Reggia di Carditello, si dimettono i revisori dei conti e il direttore generale
Tutto è avvenuto dopo un'informativa al ministro Giuli: al centro del confronto la mancata approvazione del bilancio
SAN TAMMARO – A poche ore dall’informativa presentata dal deputato del Pd Stefano Graziano al ministro della Cultura Giuli, avente per oggetto la gestione della Reggia di Carditello, oltre a quella di Caserta, è avvenuto un terremoto nella struttura interna alla fondazione.
Le dimissioni
Si sono infatti dimessi i revisori dei conti della Fondazione Reggia di Carditello Bruno Rossi, Gennaro Ciaramella e Maria Severino. Oltre a loro a rassegnare le dimissioni è stato anche il direttore generale Gennaro Miranda.
Gestione sotto esame
La questione della gestione, finita al centro dell’attenzione politica nazionale, è incentrata principalmente sulla mancata approvazione del bilancio della Fondazione e da un ingente quantità di debiti che pesa sui conti.
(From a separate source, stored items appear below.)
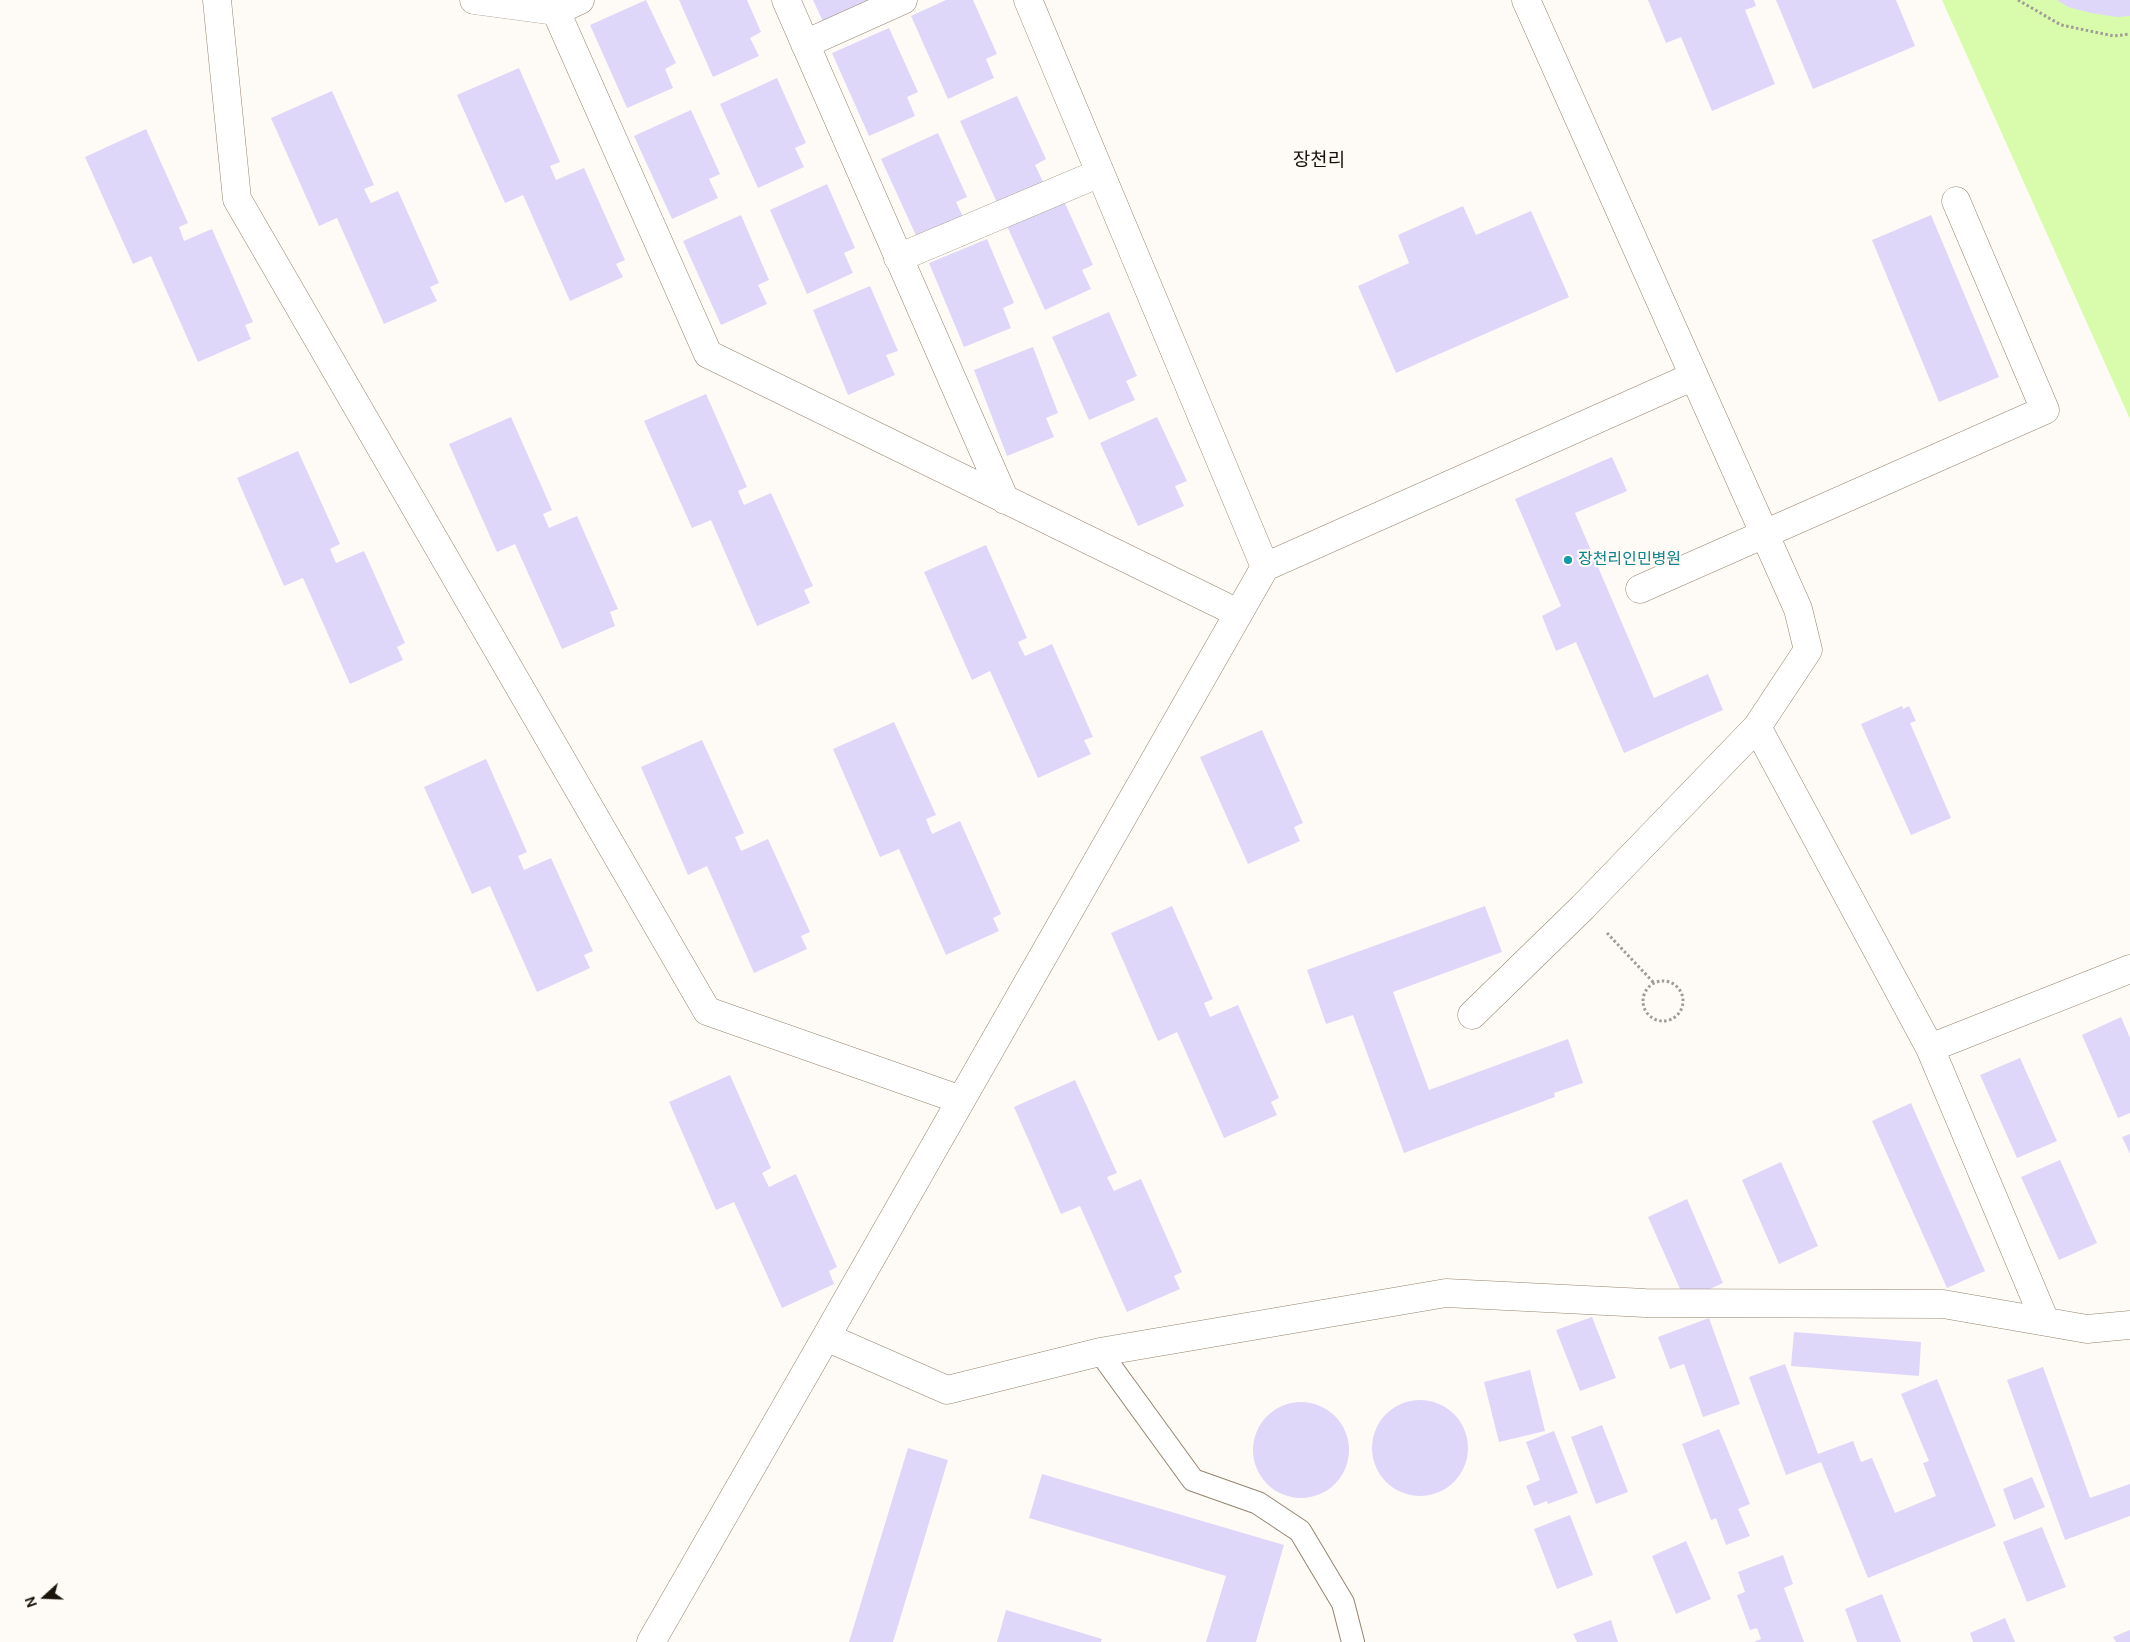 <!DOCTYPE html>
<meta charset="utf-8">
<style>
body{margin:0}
#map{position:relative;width:2130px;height:1642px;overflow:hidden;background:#fefaf5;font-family:"DM Sans",sans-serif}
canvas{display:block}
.north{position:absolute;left:20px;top:1572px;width:50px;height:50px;-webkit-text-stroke:4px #fefaf5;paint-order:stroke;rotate:250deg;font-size:14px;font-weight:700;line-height:20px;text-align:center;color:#1a140b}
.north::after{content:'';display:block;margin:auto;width:18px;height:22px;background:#1a140b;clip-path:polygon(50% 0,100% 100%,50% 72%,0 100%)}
</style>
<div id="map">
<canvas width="2130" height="1642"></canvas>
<div class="north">N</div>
</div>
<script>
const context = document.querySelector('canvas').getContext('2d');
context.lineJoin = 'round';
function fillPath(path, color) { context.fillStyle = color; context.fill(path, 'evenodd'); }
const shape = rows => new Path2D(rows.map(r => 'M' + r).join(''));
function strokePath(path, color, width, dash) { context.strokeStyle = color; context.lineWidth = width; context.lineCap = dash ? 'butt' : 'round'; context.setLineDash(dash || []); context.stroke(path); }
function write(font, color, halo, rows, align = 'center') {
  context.font = font + ' "DM Sans","Noto Sans KR",sans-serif'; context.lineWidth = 4.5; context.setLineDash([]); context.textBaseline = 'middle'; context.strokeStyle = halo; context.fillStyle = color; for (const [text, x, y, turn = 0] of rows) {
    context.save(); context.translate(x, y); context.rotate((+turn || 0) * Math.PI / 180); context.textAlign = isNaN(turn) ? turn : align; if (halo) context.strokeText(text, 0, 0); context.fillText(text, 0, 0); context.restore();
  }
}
fillPath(shape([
 [1942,0,2130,0,2130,419]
]), '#d9fcac');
fillPath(shape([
 [646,0,676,63,665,69,673,88,627,108,590,25],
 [679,0,747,0,761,32,750,38,759,56,713,77],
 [813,0,869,0,871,5,825,26],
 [946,0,973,0,997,54,986,59,994,78,948,99,911,16],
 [1648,0,1754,0,1756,6,1745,10,1775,84,1712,111,1681,37,1666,43],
 [1776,0,1896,0,1915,46,1813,89],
 [2057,0,2130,0,2130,16,2117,17,2091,13,2068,7],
 [889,28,918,92,907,97,915,116,869,136,832,53],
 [519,68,560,162,550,166,556,180,584,168,625,260,616,264,623,277,570,301,523,195,505,203,457,95],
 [777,78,806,143,795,148,804,167,758,188,720,104],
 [332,91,374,185,364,189,371,203,398,191,439,283,430,287,437,301,384,324,337,218,319,226,271,118],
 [1017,96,1046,159,1035,165,1044,184,998,205,960,121],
 [691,110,720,174,709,179,718,198,672,219,634,136],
 [146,129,188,223,179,227,184,241,212,229,253,322,245,325,251,339,198,362,151,256,133,264,85,157],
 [938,133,967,197,956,202,965,221,919,242,881,159],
 [827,184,855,248,844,253,853,273,807,294,770,210],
 [1064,201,1093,265,1082,270,1091,289,1045,310,1007,226],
 [1463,206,1476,235,1531,211,1569,297,1396,373,1358,286,1409,263,1398,235],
 [741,215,769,280,758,285,767,304,721,325,683,241],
 [1931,215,1999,377,1939,402,1872,240],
 [987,239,1014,303,1003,308,1011,328,964,347,929,263],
 [870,286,898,351,886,355,895,375,848,395,813,310],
 [1109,312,1137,376,1126,381,1135,400,1089,420,1052,337],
 [1033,347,1058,413,1046,418,1054,437,1007,456,974,370],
 [706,394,747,487,738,491,744,505,771,493,813,586,804,590,810,603,757,626,711,520,692,528,644,421],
 [511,417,552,510,543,514,549,528,577,516,618,609,610,612,615,626,562,649,515,544,497,552,449,444],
 [1157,417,1187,481,1175,486,1184,506,1138,526,1100,443],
 [298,451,340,544,330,549,336,563,364,551,405,643,397,647,403,660,350,684,303,578,284,586,237,478],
 [1612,457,1627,491,1575,513,1654,698,1708,674,1723,710,1624,753,1576,642,1556,651,1542,616,1561,606,1515,499],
 [986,545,1027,638,1018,642,1025,656,1052,644,1093,737,1084,740,1091,754,1038,778,990,671,972,680,924,572],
 [1902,706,1903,709,1909,706,1916,721,1910,723,1951,818,1911,835,1861,724],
 [894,722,936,815,926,819,932,834,960,821,1001,914,993,918,999,931,946,955,899,849,880,857,833,749],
 [1262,730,1303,823,1294,827,1300,841,1248,864,1200,757],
 [702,740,744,833,735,837,741,851,768,839,810,932,801,936,807,949,754,973,707,866,688,875,641,767],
 [486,759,527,852,518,856,524,870,551,858,593,951,584,955,590,968,537,992,490,886,472,894,424,787],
 [1172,906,1213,999,1204,1003,1210,1017,1238,1005,1279,1098,1271,1102,1277,1115,1224,1138,1177,1032,1158,1041,1111,933],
 [1485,906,1502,952,1393,992,1429,1090,1568,1039,1583,1083,1554,1093,1555,1097,1404,1153,1353,1015,1326,1024,1307,970],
 [2121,1017,2130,1038,2130,1113,2118,1118,2082,1035],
 [2020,1058,2057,1141,2017,1158,1980,1075],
 [730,1075,771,1168,762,1173,769,1187,796,1174,837,1267,829,1271,834,1284,782,1308,734,1202,716,1210,669,1102],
 [1075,1080,1117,1173,1107,1177,1114,1191,1141,1179,1182,1272,1174,1276,1180,1289,1127,1312,1080,1206,1061,1214,1014,1107],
 [1911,1103,1985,1271,1947,1288,1872,1121],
 [2130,1134,2130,1154,2122,1137],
 [2060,1160,2097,1243,2059,1260,2021,1177],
 [1781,1162,1818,1246,1779,1264,1742,1180],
 [1687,1199,1723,1283,1685,1300,1648,1217],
 [1592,1317,1616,1378,1580,1391,1556,1330],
 [1709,1318,1740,1404,1703,1417,1684,1364,1670,1369,1658,1337],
 [1794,1332,1921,1342,1919,1376,1791,1366],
 [1785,1364,1818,1454,1853,1441,1861,1462,1872,1458,1895,1513,1936,1496,1923,1463,1929,1461,1901,1394,1937,1379,1996,1526,1868,1578,1821,1462,1786,1475,1749,1377],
 [2043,1367,2090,1498,2130,1484,2130,1516,2065,1540,2007,1380],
 [1530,1370,1545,1431,1499,1442,1484,1382],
 '1372 1448a48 48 0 1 1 96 0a48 48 0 1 1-96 0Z',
 '1253 1450a48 48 0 1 1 96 0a48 48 0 1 1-96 0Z',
 [1602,1425,1628,1492,1596,1504,1571,1437],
 [1719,1429,1750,1504,1738,1509,1750,1536,1726,1545,1716,1518,1711,1520,1682,1444],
 [1554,1431,1578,1493,1548,1504,1547,1501,1534,1506,1526,1486,1540,1480,1526,1442],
 [908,1448,948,1460,893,1642,849,1642],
 [1042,1474,1284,1545,1256,1642,1206,1642,1226,1576,1029,1518],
 [2032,1477,2045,1507,2014,1520,2003,1489],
 [1570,1515,1593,1575,1557,1589,1534,1529],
 [2042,1527,2066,1587,2027,1602,2003,1542],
 [1686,1541,1711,1599,1676,1614,1652,1556],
 [1783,1555,1793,1584,1784,1588,1804,1642,1754,1642,1761,1639,1757,1628,1750,1630,1737,1595,1745,1592,1738,1572],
 [1882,1594,1901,1642,1857,1642,1845,1609],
 [1006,1610,1102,1639,1101,1642,997,1642],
 [2005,1618,2015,1642,1973,1642,1970,1633],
 [1611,1620,1618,1642,1577,1642,1573,1634],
 [2130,1630,2130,1642,2116,1642,2113,1637]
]), '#dfd7f9');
const service = shape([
 [1100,1352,1193,1480,1258,1503,1300,1531,1343,1603,1353,1642]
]);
const minor = shape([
 [217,0,237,199,707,1011,961,1100],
 [474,0,556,11,580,0],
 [551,0,708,354,1238,613],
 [786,0,1005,500],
 [1028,0,1265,567],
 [1526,0,1694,376,1265,567,826,1337,947,1390,1100,1352,1446,1293,1645,1303,1943,1304,2087,1329,2130,1325],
 [805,44,903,0],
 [898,258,1100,173],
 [1640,589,2045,410,1956,201],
 [1757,727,1930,1048,2130,969],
 [1472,1015,1583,907,1757,727,1808,650,1798,609,1694,376],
 [1930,1048,2045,1321],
 [651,1642,826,1337]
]);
strokePath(service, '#95846e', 24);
strokePath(minor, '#95846e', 29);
strokePath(shape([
 [2018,0,2061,25,2114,36,2130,34],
 [1607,933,1654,983],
 '1643 1001a20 20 0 1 1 40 0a20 20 0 1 1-40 0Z'
]), '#a09b95', 3, [2.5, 2.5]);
strokePath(service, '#fff', 22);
strokePath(minor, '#fff', 28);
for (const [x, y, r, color] of [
 [1568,560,5,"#0f9aa8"]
]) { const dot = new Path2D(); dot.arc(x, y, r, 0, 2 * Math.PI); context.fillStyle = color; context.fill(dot); strokePath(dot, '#fefaf5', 2); }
write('16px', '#0d838f', '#fefaf5', [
 ["장천리인민병원",1578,560]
], 'left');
write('19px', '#1a140b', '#fefaf5', [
 ["장천리",1319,161]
]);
</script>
Oltre all’elemento prettamente contabile e finanziario, non è da sottovalutare il doppio incarico ricoperto proprio dal Miranda che oltre ad essere direttore generale a Carditello è anche presidente della Fondazione Ville Vesuviane.
Adesso la questione passa direttamente al ministro Giuli che è chiamato a far luce sulla situazione della Fondazione della Reggia di Carditello.